Quem sou eu? Ninguém, um coração partido
Moribunda, sem o estar, e isso revolta-me mais
Vazia de emoções, mas com a pior de todas bem no fundo
Quem sou eu? Tudo, sem ser nada demais
Vazia até ao tutano, Não há nada, ninguém
E eu quero, como tudo o que fui, desaparecer também
Bianca Noite
Amo-te tanto, E sei também que não devia
Não devia amar-te assim, não devia perdoar-te assim
Não devia pensar sequer em ti, relembrar-te muito menos
Mas assombra-me tudo isso que eu queria
Estou perdida, sinto-me sem vontade e sem fim
Nem pensas em mim, e tu até estás nos meus sonhos...
A raiva que me jorra no peito, não é mais que mágoa
Revolta porque me iludis-te até ao fundo, até ao ermo
Tenho-me a mim, a minha mísera vida, e mais nada
Sou a pobre coitada porque me tomas, isso mesmo
Sim sou isso, arrogante e insegura, até ao âmago
O fel que se instalou na minha garganta não mente
Sou perversa, louca, mas humana, e demasiado crente
Terei que pagar por querer na minha vida um pouco de luz?
E vou pagando, como pago, pago com sangue, carne e osso
Que mais tenho eu para além disso? A beleza do mundo que me seduz?
Pago também, deixando de a ver, Tudo isto é demasiado precioso
Para mim, pelo menos para mim. E desafio, o resto
Será por isso? Com certeza, com certeza que nem presto.

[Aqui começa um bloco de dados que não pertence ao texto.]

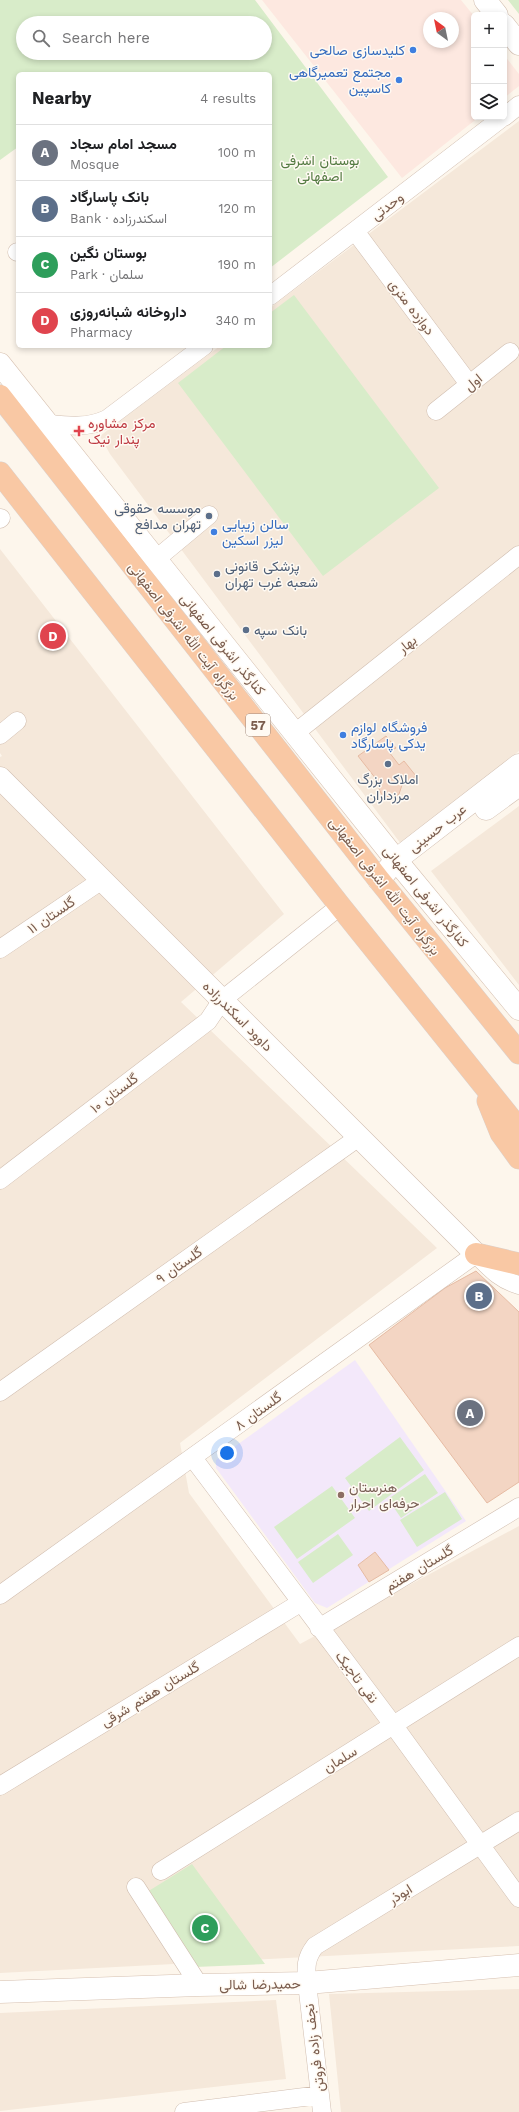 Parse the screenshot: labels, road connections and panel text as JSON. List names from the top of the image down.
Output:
{
  "streets": {
    "highway": ["بزرگراه آیت الله اشرفی اصفهانی", "57"],
    "main road": [
      "کنارگذر اشرفی اصفهانی",
      "عرب حسینی",
      "داوود اسکندرزاده",
      "حمیدرضا شالی"
    ],
    "street": [
      "وحدتی",
      "دوازده متری",
      "اول",
      "بهار",
      "گلستان ۱۱",
      "گلستان ۱۰",
      "گلستان ۹",
      "گلستان ٨",
      "گلستان هفتم",
      "نقی تاجیک",
      "گلستان هفتم شرقی",
      "سلمان",
      "ابوذر",
      "نجف زاده فروتن"
    ]
  },
  "crossings": [
    ["وحدتی", "دوازده متری"],
    ["دوازده متری", "اول"],
    ["بزرگراه آیت الله اشرفی اصفهانی", "کنارگذر اشرفی اصفهانی"],
    ["بزرگراه آیت الله اشرفی اصفهانی", "عرب حسینی"],
    ["کنارگذر اشرفی اصفهانی", "بهار"],
    ["کنارگذر اشرفی اصفهانی", "عرب حسینی"],
    ["گلستان ۱۱", "داوود اسکندرزاده"],
    ["داوود اسکندرزاده", "گلستان ۱۰"],
    ["داوود اسکندرزاده", "گلستان ۹"],
    ["داوود اسکندرزاده", "گلستان ٨"],
    ["گلستان ٨", "نقی تاجیک"],
    ["گلستان هفتم", "نقی تاجیک"],
    ["نقی تاجیک", "گلستان هفتم شرقی"],
    ["نقی تاجیک", "سلمان"],
    ["نقی تاجیک", "ابوذر"],
    ["ابوذر", "حمیدرضا شالی"],
    ["ابوذر", "نجف زاده فروتن"],
    ["حمیدرضا شالی", "نجف زاده فروتن"]
  ],
  "parks": ["بوستان اشرفی اصفهانی"],
  "places": {
    "other": [
      "کلیدسازى صالحى",
      "مجتمع تعمیرگاهی کاسپین",
      "موسسه حقوقی تهران مدافع",
      "سالن زیبایی لیزر اسکین",
      "پزشکی قانونی شعبه غرب تهران",
      "بانک سپه",
      "فروشگاه لوازم یدکی پاسارگاد",
      "املاک بزرگ مرزداران",
      "هنرستان حرفه‌ای احرار"
    ],
    "health": ["مرکز مشاوره پندار نیک"]
  },
  "north": "top left",
  "page": {
    "map_buttons": ["+", "−"],
    "search": "Search here",
    "heading": ["Nearby", "4 results"],
    "list": [
      {
        "mark": "A",
        "name": "مسجد امام سجاد",
        "note": "Mosque",
        "value": "100 m"
      },
      {
        "mark": "B",
        "name": "بانک پاسارگاد",
        "note": "Bank · اسکندرزاده",
        "value": "120 m"
      },
      {
        "mark": "C",
        "name": "بوستان نگین",
        "note": "Park · سلمان",
        "value": "190 m"
      },
      {
        "mark": "D",
        "name": "داروخانه شبانه‌روزی",
        "note": "Pharmacy",
        "value": "340 m"
      }
    ],
    "pins": [
      "D",
      "B",
      "A",
      "C"
    ]
  }
}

E nem sei, pobre de mim, sou cega
E continuo a amar-te, amar-te cegamente
Nem quero ir, nem penso que já chega
Apenas sonho ter-te para sempre
Que voltes, amando-me, como talvez nunca o tenhas feito
Salvando-me desta dor que me consome, um acaso perfeito
Mas nada, continuo a pagar com o que sou por ti
Amando-te demais para suportar não te odiar
E espero, como uma devota, ansiosa, aqui
Sei que não virás, isto mata-me, sou louca por aqui continuar.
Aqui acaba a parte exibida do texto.